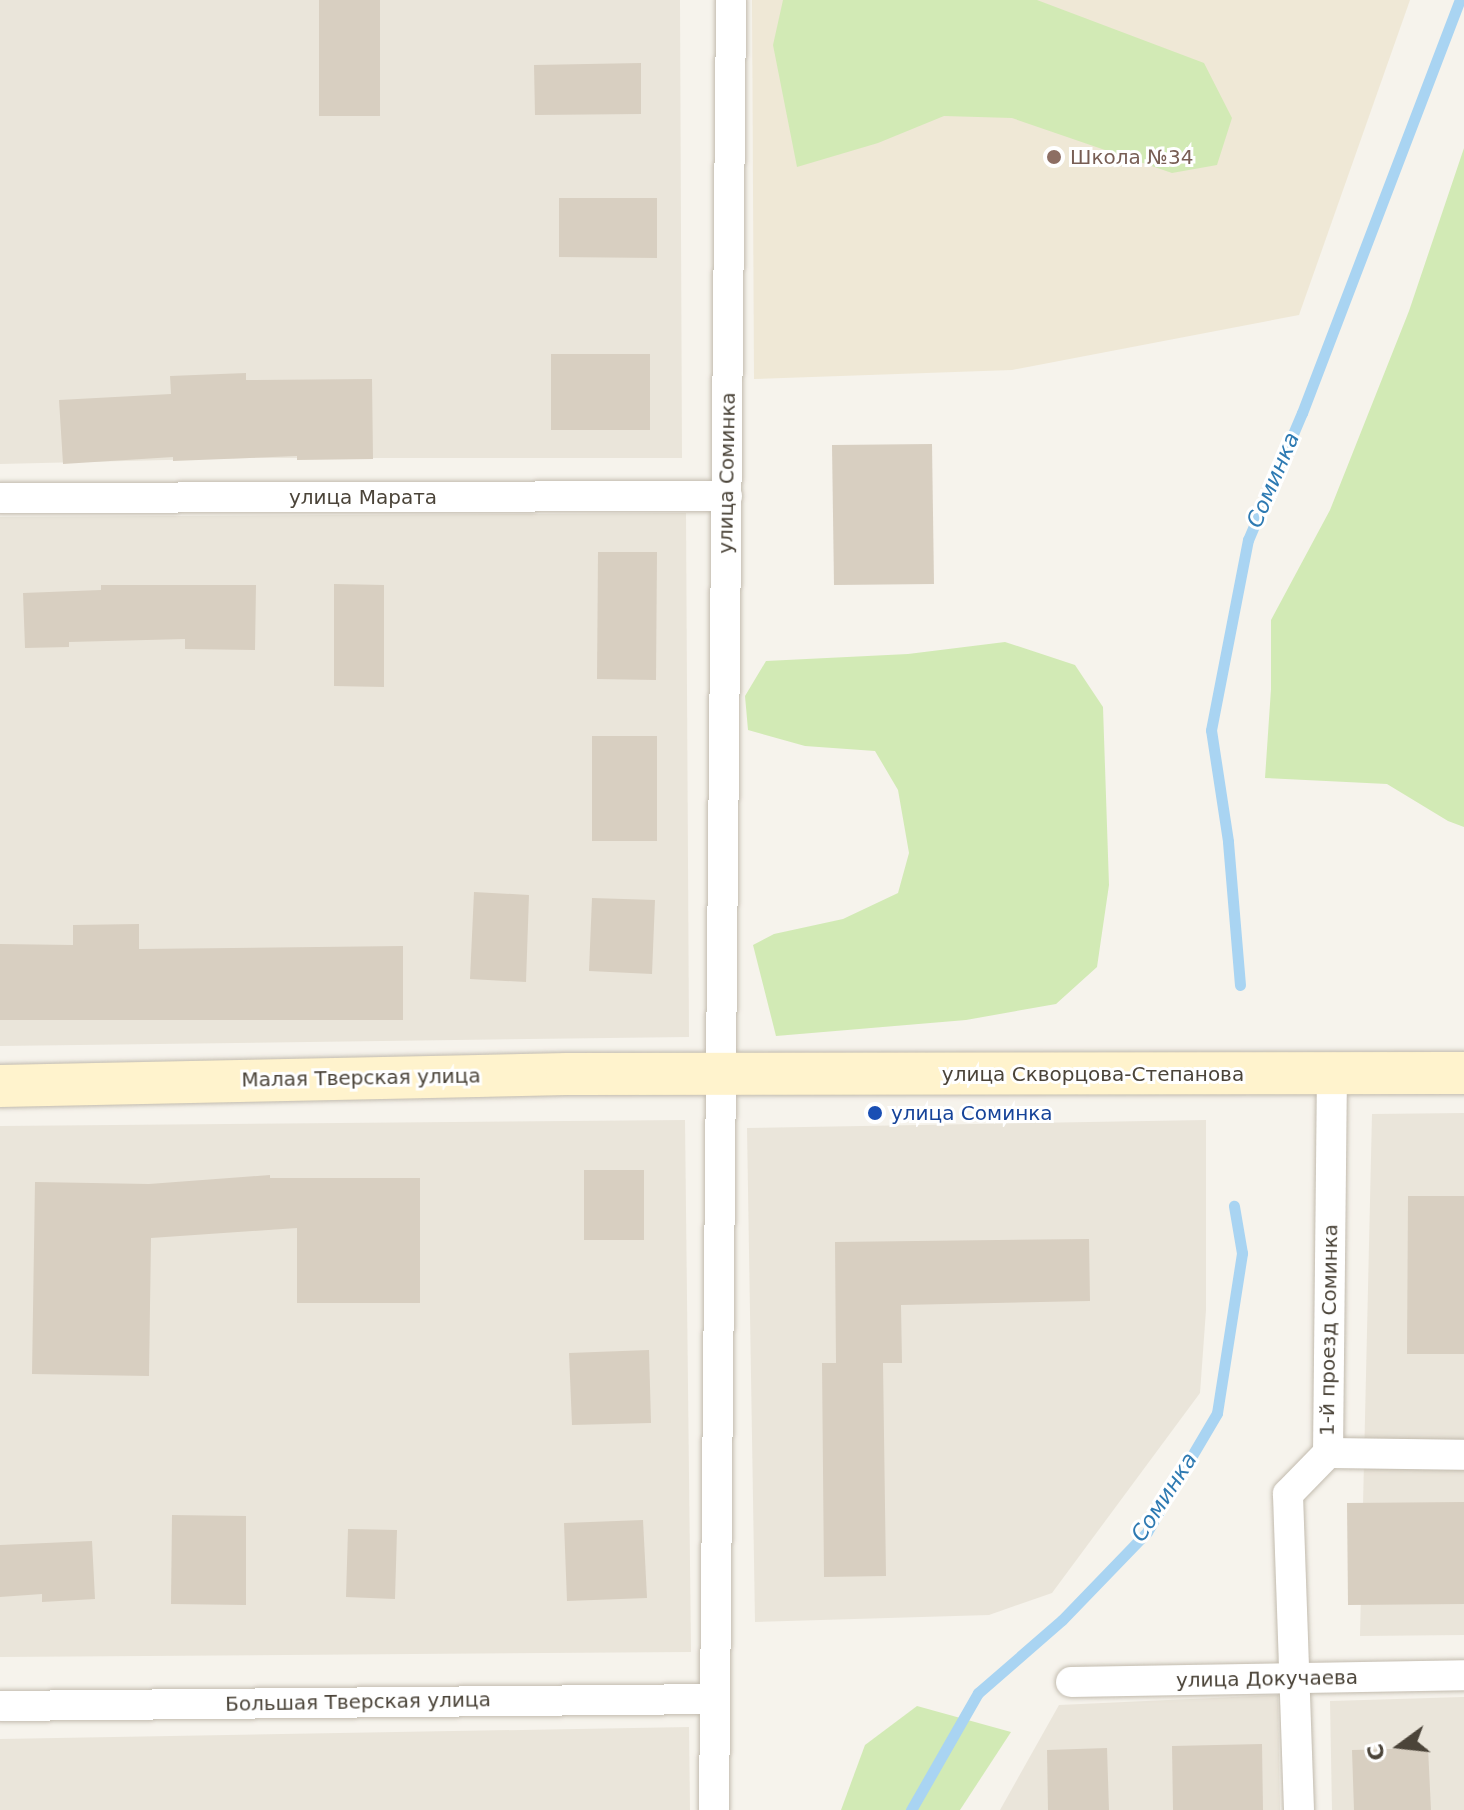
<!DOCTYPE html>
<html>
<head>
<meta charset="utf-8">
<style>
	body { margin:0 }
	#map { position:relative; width:1464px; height:1810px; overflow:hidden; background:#f6f3ec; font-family:"DejaVu Sans",sans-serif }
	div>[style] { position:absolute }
	.residential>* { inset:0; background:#eae5da }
	.education>* { inset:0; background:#efe8d6 }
	.green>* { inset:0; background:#d2eab5 }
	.stream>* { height:11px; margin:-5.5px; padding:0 5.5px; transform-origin:5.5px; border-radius:5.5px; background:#a9d4f2 }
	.building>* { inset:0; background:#d8cfc1 }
	.roads { filter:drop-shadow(0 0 2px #c2bbae) drop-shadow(0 0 2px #c2bbae) }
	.street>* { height:30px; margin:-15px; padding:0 15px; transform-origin:15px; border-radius:15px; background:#fff }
	.secondary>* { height:42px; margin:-21px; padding:0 21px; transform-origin:21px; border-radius:21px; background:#fff3cd }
	.dots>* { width:22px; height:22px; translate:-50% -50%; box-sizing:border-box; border:4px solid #fff; border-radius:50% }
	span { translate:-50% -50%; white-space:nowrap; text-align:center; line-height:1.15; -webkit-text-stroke:6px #fff; paint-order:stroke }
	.education-label { font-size:20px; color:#785e54 }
	.left { translate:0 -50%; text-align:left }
	.street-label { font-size:20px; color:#4b4439 }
	.transit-label { font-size:20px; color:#164399 }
	.water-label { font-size:22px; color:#2e7ab2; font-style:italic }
	.north { position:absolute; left:1360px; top:1706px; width:80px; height:80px; -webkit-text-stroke:6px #fff; paint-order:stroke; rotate:255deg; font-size:22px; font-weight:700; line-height:32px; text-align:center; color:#4b4439 }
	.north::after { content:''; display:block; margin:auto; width:28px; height:36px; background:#4b4439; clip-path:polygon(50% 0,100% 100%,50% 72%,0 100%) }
</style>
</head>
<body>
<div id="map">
	<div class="residential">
		<div style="clip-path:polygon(0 0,680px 0,682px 458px,249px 458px,0 464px)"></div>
		<div style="clip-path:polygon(686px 513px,689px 1037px,0 1046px,0 517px)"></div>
		<div style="clip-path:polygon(1464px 1113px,1464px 1635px,1360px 1636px,1372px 1114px)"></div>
		<div style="clip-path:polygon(685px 1120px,691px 1652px,0 1657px,0 1126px)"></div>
		<div style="clip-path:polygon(1206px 1120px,1206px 1310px,1200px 1393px,1052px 1593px,989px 1615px,755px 1622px,747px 1128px)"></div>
		<div style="clip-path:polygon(1278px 1695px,1280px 1810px,1000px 1810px,1059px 1705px)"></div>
		<div style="clip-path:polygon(1464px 1697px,1464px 1810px,1332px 1810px,1330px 1701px)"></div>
		<div style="clip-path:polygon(689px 1727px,690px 1810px,0 1810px,0 1739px)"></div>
	</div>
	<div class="education">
		<div style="clip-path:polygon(752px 0,1410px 0,1299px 315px,1012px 370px,754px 379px)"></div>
	</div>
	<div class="green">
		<div style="clip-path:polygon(783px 0,1037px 0,1204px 63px,1232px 118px,1217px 165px,1172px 173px,1012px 118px,944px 116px,878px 143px,797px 167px,773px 45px)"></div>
		<div style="clip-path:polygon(1464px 148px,1464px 827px,1448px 821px,1387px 784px,1265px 778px,1271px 689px,1271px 620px,1330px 510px,1409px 311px)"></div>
		<div style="clip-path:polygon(1005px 642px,1075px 665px,1103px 707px,1109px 885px,1097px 967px,1056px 1004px,966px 1020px,776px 1036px,753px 945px,774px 934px,843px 919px,898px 893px,909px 853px,898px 790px,875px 751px,805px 746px,748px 730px,745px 696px,766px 661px,908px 654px)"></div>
		<div style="clip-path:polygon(917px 1706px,1011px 1732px,960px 1810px,841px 1810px,865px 1745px)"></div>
	</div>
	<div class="stream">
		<div style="left:1240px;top:985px;width:144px;rotate:-94.8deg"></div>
		<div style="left:1228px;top:841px;width:112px;rotate:-98.7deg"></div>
		<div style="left:1211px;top:730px;width:194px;rotate:-79deg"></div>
		<div style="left:1248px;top:540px;width:138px;rotate:-67deg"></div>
		<div style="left:1302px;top:413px;width:442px;rotate:-69.1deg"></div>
		<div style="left:911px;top:1810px;width:135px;rotate:-60.2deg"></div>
		<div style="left:978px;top:1693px;width:111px;rotate:-41deg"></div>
		<div style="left:1062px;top:1620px;width:122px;rotate:-46deg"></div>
		<div style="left:1147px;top:1532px;width:138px;rotate:-59.5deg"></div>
		<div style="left:1217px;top:1413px;width:162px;rotate:-81.1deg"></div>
		<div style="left:1242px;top:1253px;width:48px;rotate:-99.7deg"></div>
	</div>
	<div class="building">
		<div style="clip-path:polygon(319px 0,380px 0,380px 116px,319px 116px)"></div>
		<div style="clip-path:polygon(641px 63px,641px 114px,535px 115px,534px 65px)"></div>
		<div style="clip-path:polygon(559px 198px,657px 198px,657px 258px,559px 257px)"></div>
		<div style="clip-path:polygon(551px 354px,650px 354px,650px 430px,551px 430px)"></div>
		<div style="clip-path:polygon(246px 373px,246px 380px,372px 379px,373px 459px,297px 460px,297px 456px,173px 461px,173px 457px,63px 464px,59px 400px,171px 394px,170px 376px)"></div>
		<div style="clip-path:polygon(932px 444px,934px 584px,834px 585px,832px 445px)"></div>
		<div style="clip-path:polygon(598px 552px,657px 552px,656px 680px,597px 679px)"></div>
		<div style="clip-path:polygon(334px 584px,384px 585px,384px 687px,334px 686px)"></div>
		<div style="clip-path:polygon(101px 585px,256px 585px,255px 650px,185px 649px,185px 639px,69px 642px,69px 647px,25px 648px,23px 593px,101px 590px)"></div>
		<div style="clip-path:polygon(592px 736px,657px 736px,657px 841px,592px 841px)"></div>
		<div style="clip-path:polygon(474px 892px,529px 895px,526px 982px,470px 979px)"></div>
		<div style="clip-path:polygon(592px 898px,655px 900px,652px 974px,589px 971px)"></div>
		<div style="clip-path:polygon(139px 924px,139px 949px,403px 946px,403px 1020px,0 1020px,0 944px,73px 945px,73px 925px)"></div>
		<div style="clip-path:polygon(584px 1170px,644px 1170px,644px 1240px,584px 1240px)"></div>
		<div style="clip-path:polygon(270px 1175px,270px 1178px,420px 1178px,420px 1303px,297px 1303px,297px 1228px,151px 1238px,149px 1376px,32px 1374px,35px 1182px,149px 1184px)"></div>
		<div style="clip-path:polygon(1408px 1196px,1464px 1196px,1464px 1354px,1407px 1354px)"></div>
		<div style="clip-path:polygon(1089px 1239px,1090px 1301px,901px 1305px,902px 1363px,883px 1363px,886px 1576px,824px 1577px,822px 1363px,836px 1363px,835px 1242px)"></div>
		<div style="clip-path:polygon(649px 1350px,651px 1423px,572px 1425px,569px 1353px)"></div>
		<div style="clip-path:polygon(1464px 1502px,1464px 1604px,1348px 1605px,1347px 1503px)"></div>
		<div style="clip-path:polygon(172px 1515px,246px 1516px,246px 1605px,171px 1604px)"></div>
		<div style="clip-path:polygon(643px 1520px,647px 1598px,567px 1601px,564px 1523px)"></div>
		<div style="clip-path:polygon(348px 1529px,397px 1530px,395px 1599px,346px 1597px)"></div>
		<div style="clip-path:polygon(92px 1541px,95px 1599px,42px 1602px,42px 1594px,0 1597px,0 1545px)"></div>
		<div style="clip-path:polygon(1262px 1744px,1263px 1810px,1173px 1810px,1172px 1746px)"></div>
		<div style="clip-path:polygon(1107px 1748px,1109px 1810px,1048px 1810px,1047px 1750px)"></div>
		<div style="clip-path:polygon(1428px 1748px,1431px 1810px,1354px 1810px,1352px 1750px)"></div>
	</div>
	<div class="roads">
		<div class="street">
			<div style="left:0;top:498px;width:727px;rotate:-0.16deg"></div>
			<div style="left:1328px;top:1453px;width:136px;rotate:0.8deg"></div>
			<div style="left:1071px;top:1682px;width:393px;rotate:-1deg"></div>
			<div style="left:0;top:1706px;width:715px;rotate:-0.56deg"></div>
			<div style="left:714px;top:1810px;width:1810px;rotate:-89.46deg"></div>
			<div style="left:1299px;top:1810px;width:316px;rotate:-92deg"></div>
			<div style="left:1288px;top:1494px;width:57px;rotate:-45.7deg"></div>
			<div style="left:1328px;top:1453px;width:379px;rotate:-89.4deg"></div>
		</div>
		<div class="secondary">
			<div style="left:0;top:1086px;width:567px;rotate:-1.21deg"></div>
			<div style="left:567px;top:1074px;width:897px;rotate:-0.06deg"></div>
		</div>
	</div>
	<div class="dots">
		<div style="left:1054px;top:157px;background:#8d6e63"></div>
		<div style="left:875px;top:1113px;background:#1a4fb4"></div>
	</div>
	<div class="education-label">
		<span class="left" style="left:1070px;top:157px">Школа №34</span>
	</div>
	<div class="street-label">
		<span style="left:727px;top:473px;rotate:-89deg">улица Соминка</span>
		<span style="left:363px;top:497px">улица Марата</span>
		<span style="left:1093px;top:1074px">улица Скворцова-Степанова</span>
		<span style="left:361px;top:1078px;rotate:-1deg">Малая Тверская улица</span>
		<span style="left:1329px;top:1330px;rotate:-89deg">1-й проезд Соминка</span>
		<span style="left:1267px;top:1679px;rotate:-1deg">улица Докучаева</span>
		<span style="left:358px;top:1702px;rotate:-1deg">Большая Тверская улица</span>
	</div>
	<div class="transit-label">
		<span class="left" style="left:891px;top:1113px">улица Соминка</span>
	</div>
	<div class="water-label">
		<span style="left:1273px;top:480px;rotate:-67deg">Соминка</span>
		<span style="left:1164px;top:1497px;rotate:-57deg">Соминка</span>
	</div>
	<div class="north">С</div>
</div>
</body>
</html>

· · · ·

### Required work
Please show the lines of the material that contain the string "stream".

### Solution for this problem
	.stream>* { height:11px; margin:-5.5px; padding:0 5.5px; transform-origin:5.5px; border-radius:5.5px; background:#a9d4f2 }
	<div class="stream">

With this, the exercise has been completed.